Fair gehandelte Produkte

Die Verbraucher fragen fair gehandelte Produkte immer mehr nach. Für 2014 meldet die Innova-Datenbank rund ein Viertel mehr neue Produktregistrierungen. Die meisten neuregistrierten Produkte waren dabei Schokolade, Fisch und Meeresfrüchte sowie Kaffee. 2013 gaben 41 Prozent der Deutschen in einer Umfrage an, mehr für fair gehandelte Produkte bezahlen, wenn der Preis höher sei. Fair gehandelt gibt es auf der Anuga unter anderem Zartbittercreme, Olivenöl und Barbecuesauce.

Wer vom Boom bei den Öko-Lebensmitteln profitiert

  • Gesamt

    Umsatz 2013: 7,55 Milliarden Euro
    Umsatz 2014: 7,91 Milliarden Euro

    Quelle: Arbeitskreis Biomarkt

  • Platz 1

    Lebensmittelhandel einschließlich Drogeriemärkte

    Anteil am Gesamtmarkt: 53 Prozent

    Umsatz 2013: 4,06 Milliarden Euro
    Umsatz 2014: 4,21 Milliarden Euro

  • Platz 2

    Naturkostfachgeschäfte

    Anteil am Gesamtmarkt: 33 Prozent

    Umsatz 2013: 2,40 Milliarden Euro
    Umsatz 2014: 2,62 Milliarden Euro

  • Platz 3

    Sonstige

    Bäckereien, Metzgereien, Obst/Gemüse-Fachgeschäfte, Wochenmärkte, Ab-Hof

    Anteil am Gesamtmarkt: 14 Prozent

    Umsatz 2013: 1,10 Milliarden Euro
    Umsatz 2014: 1,09 Milliarden Euro

Lebensmittel zu Mitnehmen

Auf der Anuga gibt es aber nicht nur hochwertige und fair gehandelte Produkte zu sehen. Denn nicht alle Deutschen nehmen sich die Zeit, zu Hause selbst aufwändig zu kochen.

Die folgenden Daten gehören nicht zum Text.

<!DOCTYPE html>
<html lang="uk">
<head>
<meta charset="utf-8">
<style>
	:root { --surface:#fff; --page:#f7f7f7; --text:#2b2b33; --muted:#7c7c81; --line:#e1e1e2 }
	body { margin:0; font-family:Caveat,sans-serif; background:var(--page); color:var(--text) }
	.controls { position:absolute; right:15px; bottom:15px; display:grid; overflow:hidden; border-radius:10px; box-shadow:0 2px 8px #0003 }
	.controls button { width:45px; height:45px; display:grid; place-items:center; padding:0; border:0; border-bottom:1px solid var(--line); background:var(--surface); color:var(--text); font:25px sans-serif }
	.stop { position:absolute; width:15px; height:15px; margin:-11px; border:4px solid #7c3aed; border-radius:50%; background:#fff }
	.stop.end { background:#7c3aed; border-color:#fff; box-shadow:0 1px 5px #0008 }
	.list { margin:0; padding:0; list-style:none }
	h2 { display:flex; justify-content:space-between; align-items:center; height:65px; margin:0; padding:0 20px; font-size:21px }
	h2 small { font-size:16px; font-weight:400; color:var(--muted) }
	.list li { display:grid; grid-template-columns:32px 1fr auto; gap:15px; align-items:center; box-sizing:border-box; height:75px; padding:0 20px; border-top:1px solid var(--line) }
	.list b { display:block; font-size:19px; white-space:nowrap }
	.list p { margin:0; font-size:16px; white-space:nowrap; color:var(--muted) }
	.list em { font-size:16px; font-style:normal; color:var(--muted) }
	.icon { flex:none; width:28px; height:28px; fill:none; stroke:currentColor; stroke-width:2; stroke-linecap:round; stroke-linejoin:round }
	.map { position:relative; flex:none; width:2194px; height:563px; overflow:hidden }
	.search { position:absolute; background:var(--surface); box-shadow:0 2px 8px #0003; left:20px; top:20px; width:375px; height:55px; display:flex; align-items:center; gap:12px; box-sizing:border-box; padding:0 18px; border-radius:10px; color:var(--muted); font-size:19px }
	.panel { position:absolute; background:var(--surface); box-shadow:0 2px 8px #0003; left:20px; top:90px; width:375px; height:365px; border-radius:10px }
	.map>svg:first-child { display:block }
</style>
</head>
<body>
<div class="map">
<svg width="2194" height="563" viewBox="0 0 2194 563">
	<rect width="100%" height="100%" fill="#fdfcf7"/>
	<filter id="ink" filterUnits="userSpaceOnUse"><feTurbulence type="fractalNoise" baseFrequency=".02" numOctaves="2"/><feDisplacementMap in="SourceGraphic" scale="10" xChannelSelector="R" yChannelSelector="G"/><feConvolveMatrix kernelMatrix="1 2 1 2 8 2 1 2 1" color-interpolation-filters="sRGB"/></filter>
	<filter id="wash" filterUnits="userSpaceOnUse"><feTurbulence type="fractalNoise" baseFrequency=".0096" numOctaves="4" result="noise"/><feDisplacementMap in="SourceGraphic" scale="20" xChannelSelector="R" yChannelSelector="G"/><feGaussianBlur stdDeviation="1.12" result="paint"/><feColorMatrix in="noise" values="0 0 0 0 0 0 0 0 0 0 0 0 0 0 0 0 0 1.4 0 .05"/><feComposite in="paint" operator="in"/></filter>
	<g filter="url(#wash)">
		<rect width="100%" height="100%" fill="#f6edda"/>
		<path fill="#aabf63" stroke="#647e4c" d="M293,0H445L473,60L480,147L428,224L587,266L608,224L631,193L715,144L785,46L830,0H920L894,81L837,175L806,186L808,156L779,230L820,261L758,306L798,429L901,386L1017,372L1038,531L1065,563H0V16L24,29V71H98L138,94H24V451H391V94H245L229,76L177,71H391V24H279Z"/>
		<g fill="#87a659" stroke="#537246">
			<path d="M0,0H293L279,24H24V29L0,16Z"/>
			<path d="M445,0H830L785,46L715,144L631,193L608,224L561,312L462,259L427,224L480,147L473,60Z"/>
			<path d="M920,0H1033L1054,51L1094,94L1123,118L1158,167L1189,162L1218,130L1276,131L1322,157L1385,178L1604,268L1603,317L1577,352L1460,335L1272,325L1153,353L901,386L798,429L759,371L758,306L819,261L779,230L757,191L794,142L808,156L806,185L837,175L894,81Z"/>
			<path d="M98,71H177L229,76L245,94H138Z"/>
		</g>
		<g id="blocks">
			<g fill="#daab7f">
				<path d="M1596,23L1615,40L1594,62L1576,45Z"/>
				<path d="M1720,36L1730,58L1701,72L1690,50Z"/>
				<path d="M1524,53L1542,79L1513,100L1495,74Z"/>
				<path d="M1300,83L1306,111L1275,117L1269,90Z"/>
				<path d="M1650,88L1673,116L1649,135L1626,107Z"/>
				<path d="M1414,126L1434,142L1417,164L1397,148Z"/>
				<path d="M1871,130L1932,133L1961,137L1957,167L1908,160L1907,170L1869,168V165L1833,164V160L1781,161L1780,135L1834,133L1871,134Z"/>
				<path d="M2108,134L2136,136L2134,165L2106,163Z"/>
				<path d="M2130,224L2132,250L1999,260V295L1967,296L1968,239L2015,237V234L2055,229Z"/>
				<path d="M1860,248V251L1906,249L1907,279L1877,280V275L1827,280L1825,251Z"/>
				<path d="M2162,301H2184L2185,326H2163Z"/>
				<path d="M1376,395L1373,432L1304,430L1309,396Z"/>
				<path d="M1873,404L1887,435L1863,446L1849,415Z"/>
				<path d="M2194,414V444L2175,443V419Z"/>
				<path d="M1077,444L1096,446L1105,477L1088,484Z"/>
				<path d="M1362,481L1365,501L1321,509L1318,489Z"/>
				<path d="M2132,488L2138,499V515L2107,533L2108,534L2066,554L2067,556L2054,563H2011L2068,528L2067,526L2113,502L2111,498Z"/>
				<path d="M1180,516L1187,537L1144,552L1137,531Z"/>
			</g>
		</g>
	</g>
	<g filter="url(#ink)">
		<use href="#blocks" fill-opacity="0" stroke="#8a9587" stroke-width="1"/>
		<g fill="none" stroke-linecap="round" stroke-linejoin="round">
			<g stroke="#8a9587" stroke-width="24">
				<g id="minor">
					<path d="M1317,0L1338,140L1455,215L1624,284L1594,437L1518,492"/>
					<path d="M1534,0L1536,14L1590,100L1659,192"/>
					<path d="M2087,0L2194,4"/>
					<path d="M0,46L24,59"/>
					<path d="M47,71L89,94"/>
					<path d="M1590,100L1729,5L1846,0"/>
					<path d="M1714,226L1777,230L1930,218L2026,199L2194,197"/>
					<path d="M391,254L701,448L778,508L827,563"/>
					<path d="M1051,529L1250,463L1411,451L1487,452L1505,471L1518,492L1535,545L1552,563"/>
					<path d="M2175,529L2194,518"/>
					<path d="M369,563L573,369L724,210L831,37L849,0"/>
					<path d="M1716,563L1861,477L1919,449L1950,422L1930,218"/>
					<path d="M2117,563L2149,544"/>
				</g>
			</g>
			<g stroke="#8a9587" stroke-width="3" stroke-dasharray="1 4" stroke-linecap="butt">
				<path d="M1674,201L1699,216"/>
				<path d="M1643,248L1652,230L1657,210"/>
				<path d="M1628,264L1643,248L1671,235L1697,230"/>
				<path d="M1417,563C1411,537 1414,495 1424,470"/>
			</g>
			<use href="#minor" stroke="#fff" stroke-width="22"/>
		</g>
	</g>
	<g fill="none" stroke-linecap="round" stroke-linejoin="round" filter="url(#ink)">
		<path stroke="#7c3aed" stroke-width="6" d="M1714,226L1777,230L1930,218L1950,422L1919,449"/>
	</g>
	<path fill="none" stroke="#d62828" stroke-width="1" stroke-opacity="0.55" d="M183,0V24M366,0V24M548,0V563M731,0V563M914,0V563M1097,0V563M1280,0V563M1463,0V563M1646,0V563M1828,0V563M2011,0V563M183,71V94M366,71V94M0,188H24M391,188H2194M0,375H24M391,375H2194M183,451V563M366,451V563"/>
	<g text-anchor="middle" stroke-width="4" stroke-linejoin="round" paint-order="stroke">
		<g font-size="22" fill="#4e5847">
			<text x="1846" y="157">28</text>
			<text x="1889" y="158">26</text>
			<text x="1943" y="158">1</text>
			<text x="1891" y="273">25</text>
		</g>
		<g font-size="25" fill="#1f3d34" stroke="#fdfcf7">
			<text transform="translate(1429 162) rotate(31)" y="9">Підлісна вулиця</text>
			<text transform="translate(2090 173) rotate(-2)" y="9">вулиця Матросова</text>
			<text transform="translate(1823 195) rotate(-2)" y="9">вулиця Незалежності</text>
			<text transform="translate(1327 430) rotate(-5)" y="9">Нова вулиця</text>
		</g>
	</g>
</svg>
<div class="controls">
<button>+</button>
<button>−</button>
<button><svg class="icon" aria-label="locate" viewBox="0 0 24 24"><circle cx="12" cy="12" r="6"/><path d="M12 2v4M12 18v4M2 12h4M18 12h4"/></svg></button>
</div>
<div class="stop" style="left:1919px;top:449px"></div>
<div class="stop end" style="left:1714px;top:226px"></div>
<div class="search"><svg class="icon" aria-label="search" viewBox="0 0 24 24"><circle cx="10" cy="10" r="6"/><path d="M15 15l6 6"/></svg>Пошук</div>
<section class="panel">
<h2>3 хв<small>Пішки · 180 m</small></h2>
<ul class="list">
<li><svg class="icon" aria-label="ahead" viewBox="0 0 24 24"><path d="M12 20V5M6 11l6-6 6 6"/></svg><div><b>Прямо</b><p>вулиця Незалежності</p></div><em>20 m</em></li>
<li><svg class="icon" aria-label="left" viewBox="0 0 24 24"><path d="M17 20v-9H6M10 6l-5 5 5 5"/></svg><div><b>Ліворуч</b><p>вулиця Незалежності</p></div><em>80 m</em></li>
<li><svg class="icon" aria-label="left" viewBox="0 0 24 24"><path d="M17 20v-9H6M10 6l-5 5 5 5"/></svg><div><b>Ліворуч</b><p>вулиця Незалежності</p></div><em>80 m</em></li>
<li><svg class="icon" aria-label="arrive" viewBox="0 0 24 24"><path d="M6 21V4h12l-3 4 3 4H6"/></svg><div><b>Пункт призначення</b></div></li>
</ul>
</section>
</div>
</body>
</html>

Laut einer repräsentativen Studie, die im Vorfeld der Messe vorgestellt wurde, haben viele Verbraucher immer weniger Zeit zum Kochen und Einkaufen – und essen deshalb vermehrt auswärts oder greifen zu Produkten zum Mitnehmen. Auf der Anuga zeigen einige Aussteller neue Variationen der "to go"-Klassiker Kaffee, Pizza oder einen Hähnchensnack.